> _YOUR OBJECTIVE_
Would you write the data out once more, exactly as it is?

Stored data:
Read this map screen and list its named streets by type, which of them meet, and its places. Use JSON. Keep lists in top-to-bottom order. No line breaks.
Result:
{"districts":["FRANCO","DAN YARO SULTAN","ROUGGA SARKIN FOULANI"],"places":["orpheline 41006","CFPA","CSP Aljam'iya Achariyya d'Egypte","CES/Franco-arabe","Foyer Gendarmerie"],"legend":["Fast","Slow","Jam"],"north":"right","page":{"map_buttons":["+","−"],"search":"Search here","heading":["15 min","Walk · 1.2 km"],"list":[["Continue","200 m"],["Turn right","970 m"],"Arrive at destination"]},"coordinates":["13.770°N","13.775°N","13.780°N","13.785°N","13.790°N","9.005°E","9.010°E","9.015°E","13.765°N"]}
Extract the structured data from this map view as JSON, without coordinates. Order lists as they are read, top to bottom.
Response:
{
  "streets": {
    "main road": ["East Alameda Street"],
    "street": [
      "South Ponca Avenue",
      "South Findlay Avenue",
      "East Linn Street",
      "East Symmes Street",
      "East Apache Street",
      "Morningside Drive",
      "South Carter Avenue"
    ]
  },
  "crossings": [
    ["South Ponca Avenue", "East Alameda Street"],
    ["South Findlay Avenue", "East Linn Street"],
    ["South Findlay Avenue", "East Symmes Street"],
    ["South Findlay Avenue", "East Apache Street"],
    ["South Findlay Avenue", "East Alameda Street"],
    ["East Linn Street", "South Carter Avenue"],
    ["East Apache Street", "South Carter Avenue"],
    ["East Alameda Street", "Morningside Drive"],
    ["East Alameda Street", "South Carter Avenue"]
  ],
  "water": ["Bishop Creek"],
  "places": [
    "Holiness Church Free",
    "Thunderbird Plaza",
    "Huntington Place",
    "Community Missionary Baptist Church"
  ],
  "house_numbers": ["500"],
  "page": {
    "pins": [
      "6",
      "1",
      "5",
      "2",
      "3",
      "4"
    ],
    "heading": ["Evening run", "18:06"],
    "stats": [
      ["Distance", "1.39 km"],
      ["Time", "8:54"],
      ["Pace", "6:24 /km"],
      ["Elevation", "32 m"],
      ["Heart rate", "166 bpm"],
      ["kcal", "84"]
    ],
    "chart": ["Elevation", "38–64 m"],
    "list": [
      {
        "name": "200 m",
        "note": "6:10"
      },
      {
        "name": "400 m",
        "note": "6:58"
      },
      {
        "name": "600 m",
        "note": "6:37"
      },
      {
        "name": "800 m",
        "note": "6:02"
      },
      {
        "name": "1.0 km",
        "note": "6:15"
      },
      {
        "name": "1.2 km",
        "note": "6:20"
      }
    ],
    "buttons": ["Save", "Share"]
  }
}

> _ANSWER SPACE_
Read this map screen and list its named streets by type, which of them meet, and its places. Use JSON. Keep lists in top-to-bottom order. No line breaks.
Result:
{"districts":["FRANCO","DAN YARO SULTAN","ROUGGA SARKIN FOULANI"],"places":["orpheline 41006","CFPA","CSP Aljam'iya Achariyya d'Egypte","CES/Franco-arabe","Foyer Gendarmerie"],"legend":["Fast","Slow","Jam"],"north":"right","page":{"map_buttons":["+","−"],"search":"Search here","heading":["15 min","Walk · 1.2 km"],"list":[["Continue","200 m"],["Turn right","970 m"],"Arrive at destination"]},"coordinates":["13.770°N","13.775°N","13.780°N","13.785°N","13.790°N","9.005°E","9.010°E","9.015°E","13.765°N"]}
Extract the structured data from this map view as JSON, without coordinates. Order lists as they are read, top to bottom.
Response:
{
  "streets": {
    "main road": ["East Alameda Street"],
    "street": [
      "South Ponca Avenue",
      "South Findlay Avenue",
      "East Linn Street",
      "East Symmes Street",
      "East Apache Street",
      "Morningside Drive",
      "South Carter Avenue"
    ]
  },
  "crossings": [
    ["South Ponca Avenue", "East Alameda Street"],
    ["South Findlay Avenue", "East Linn Street"],
    ["South Findlay Avenue", "East Symmes Street"],
    ["South Findlay Avenue", "East Apache Street"],
    ["South Findlay Avenue", "East Alameda Street"],
    ["East Linn Street", "South Carter Avenue"],
    ["East Apache Street", "South Carter Avenue"],
    ["East Alameda Street", "Morningside Drive"],
    ["East Alameda Street", "South Carter Avenue"]
  ],
  "water": ["Bishop Creek"],
  "places": [
    "Holiness Church Free",
    "Thunderbird Plaza",
    "Huntington Place",
    "Community Missionary Baptist Church"
  ],
  "house_numbers": ["500"],
  "page": {
    "pins": [
      "6",
      "1",
      "5",
      "2",
      "3",
      "4"
    ],
    "heading": ["Evening run", "18:06"],
    "stats": [
      ["Distance", "1.39 km"],
      ["Time", "8:54"],
      ["Pace", "6:24 /km"],
      ["Elevation", "32 m"],
      ["Heart rate", "166 bpm"],
      ["kcal", "84"]
    ],
    "chart": ["Elevation", "38–64 m"],
    "list": [
      {
        "name": "200 m",
        "note": "6:10"
      },
      {
        "name": "400 m",
        "note": "6:58"
      },
      {
        "name": "600 m",
        "note": "6:37"
      },
      {
        "name": "800 m",
        "note": "6:02"
      },
      {
        "name": "1.0 km",
        "note": "6:15"
      },
      {
        "name": "1.2 km",
        "note": "6:20"
      }
    ],
    "buttons": ["Save", "Share"]
  }
}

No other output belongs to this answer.